Three years in, we have been blessed with two beautiful little girls: Chiara who is two and Isabella, a few months old. They are gifts! And they have changed us too.
As a family, we try to stay open to others and their needs. We really move as a single unit. When we’re together we all relate to those around us in different ways, but with the same spirit of love.
John enjoys engaging in involved discourse and learning about the perspectives and passions of others. Rebecca is a caring and constant friend. Chiara loves by sharing, playing and laughing with those around her. We seek to build community and understanding. Even little Bella, who just learned to roll over, enjoys interacting with others and brings joy with animated smiles and coos.
John: Even with the beauty of it, becoming a father is the hardest thing I have ever done. When I found out we were pregnant, I worked all day with a smile on my face. But I was worried. I wasn’t sure that I could love another person the way I love Rebecca. In the end it was very natural, because the heart expands to embrace little lives.
One of my favorite memories is taking my daughter Chiara out onto the porch each day to watch the spring buds grow. We shared the hushed morning air together while her eyes adjusted to take in the color green.
I had a job, but the weight and stress of providing weighed heavily on me. My capacity to deliver value had to increase rapidly. I studied more, and I pursued every job opportunity with zeal until I landed my first full-time job. Before children, I had greater independence, more time and attention from my wife, more disposable income. Now the personal return feels less.

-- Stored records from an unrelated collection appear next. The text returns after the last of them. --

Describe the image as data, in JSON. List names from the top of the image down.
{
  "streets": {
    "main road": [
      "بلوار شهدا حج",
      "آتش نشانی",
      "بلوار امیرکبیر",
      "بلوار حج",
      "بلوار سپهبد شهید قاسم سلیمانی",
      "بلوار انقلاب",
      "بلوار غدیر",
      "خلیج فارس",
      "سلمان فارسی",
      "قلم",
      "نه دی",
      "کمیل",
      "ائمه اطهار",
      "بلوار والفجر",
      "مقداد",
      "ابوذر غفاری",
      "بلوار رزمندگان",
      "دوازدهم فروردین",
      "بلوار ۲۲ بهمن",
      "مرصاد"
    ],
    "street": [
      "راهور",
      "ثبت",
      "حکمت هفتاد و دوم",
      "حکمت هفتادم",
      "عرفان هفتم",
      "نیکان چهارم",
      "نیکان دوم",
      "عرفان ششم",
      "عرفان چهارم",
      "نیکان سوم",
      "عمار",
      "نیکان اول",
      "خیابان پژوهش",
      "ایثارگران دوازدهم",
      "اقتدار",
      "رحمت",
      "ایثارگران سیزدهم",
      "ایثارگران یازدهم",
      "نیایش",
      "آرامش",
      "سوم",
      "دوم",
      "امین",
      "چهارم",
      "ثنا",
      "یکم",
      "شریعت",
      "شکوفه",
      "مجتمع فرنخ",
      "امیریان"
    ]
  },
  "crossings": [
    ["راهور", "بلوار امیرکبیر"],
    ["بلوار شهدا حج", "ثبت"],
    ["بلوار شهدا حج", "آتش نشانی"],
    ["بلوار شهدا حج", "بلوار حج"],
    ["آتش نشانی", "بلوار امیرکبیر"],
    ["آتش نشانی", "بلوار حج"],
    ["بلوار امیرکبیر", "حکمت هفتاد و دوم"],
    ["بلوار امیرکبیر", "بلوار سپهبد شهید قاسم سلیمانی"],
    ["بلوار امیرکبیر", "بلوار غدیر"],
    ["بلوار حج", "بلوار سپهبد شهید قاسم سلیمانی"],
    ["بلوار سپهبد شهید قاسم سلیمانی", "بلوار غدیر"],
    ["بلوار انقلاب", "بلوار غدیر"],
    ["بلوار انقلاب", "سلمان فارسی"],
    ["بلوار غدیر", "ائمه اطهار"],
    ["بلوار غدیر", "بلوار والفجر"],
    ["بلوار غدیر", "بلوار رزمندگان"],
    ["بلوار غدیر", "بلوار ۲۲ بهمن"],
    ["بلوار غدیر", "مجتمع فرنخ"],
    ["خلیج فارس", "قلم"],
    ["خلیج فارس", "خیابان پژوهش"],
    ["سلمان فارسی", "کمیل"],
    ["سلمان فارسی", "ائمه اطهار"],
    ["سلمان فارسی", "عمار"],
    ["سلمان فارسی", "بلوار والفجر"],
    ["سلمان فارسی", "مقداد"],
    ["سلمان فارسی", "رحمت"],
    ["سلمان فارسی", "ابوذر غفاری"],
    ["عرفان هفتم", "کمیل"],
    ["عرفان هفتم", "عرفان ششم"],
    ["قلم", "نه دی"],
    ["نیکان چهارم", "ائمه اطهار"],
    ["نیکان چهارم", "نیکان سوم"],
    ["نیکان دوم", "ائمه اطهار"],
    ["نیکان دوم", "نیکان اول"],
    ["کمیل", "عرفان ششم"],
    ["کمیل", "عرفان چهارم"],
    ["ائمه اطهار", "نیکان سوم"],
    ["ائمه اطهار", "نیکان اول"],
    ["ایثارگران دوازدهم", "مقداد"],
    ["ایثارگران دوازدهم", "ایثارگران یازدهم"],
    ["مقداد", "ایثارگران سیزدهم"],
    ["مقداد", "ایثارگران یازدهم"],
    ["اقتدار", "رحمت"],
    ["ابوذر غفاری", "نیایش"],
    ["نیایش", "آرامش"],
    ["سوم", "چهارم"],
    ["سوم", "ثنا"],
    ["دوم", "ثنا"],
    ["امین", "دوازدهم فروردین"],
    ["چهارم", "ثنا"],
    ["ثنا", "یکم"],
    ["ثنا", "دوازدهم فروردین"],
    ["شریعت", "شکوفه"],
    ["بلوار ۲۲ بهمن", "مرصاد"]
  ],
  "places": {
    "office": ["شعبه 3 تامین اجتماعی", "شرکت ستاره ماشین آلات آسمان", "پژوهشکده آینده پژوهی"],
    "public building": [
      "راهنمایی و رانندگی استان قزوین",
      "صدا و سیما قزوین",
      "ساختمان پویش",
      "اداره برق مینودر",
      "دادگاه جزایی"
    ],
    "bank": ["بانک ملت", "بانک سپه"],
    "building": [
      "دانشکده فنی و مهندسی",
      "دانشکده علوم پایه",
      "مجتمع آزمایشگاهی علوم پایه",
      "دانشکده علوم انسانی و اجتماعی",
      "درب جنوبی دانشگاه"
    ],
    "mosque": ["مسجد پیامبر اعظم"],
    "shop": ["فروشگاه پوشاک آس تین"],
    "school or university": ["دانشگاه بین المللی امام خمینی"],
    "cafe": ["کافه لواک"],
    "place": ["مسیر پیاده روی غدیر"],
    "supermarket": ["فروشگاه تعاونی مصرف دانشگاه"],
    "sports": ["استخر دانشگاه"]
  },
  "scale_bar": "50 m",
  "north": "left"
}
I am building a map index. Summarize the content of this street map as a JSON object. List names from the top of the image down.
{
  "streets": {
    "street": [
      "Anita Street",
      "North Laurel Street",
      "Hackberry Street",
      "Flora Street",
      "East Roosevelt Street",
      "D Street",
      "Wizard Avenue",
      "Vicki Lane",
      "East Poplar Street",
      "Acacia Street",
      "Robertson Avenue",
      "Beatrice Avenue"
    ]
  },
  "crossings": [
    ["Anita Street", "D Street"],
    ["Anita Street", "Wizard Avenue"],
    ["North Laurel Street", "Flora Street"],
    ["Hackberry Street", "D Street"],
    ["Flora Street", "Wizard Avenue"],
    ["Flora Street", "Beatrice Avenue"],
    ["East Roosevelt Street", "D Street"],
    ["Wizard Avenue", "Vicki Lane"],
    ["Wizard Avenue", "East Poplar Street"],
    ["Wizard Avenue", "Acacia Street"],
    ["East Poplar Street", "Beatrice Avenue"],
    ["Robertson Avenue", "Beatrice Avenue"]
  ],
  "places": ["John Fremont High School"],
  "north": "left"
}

Our openness to life was made in faith, and at times when life has not felt like “life abundant” (Jn 10:10), I’ve had times of bitterness towards God.
But ultimately I believe I have become a more complete version of myself. My capacity to love and serve, to focus and deliver, have all grown.
My prayer life and my understanding of God as “father” has also grown.
Rebecca: I never thought of myself as a selfish person, but you have to sacrifice so much more when you have a child. Caring for human beings that can’t do anything for themselves made me re-learn to put someone else first.
In a marriage, your spouse is not dependent on you; your children truly are. I try to see each sacrifice as a gift of love for their good. In this way, I have felt my capacity for love grow day by day. So I think being a mother has helped me become a better wife as well.
John: Has becoming parents changed the way we see the world? Yes! I have gained a greater respect for single parents. Rebecca and I have two educations, two earning potentials and 48 hours in a day between us. We can “tag out” for a few minutes and let the other one entertain the kids. We have two extended families who support us. More than ever, I feel it is important to support parents who courageously raise children on their own.
Rebecca: You rediscover the whole world through a child’s eyes. Everything is a miracle to her.
We were visiting an ice sculpture festival. While we struggled to find inspiring art, Chiara was enchanted with the pitter-patter of water spilling from a drain. Your senses are heightened, both to dangers and wonders, and you learn to appreciate life again.
Rebecca and John: Finding time to be alone together is still a challenge — and needed! It helps us remember that original spark of why we set out to build a family in the first place. Like the love between God the Father and the Son was overflowing, a marriage also flows out into a shared creation, and in caring for that creation. Without new life, our love could grow stale and self-absorbed.
Sometimes it is necessary to draw away, to set aside the responsibilities of parenting and work, and to identify with the other, valuable in their own right and not simply for the roles they fill within the family. Then we can return to our roles with renewed clarity of purpose and a shared joy between us, having rebuilt trust, patience and communication.
Rebecca and John Mullins live in Harrisburg, Pennsylvania.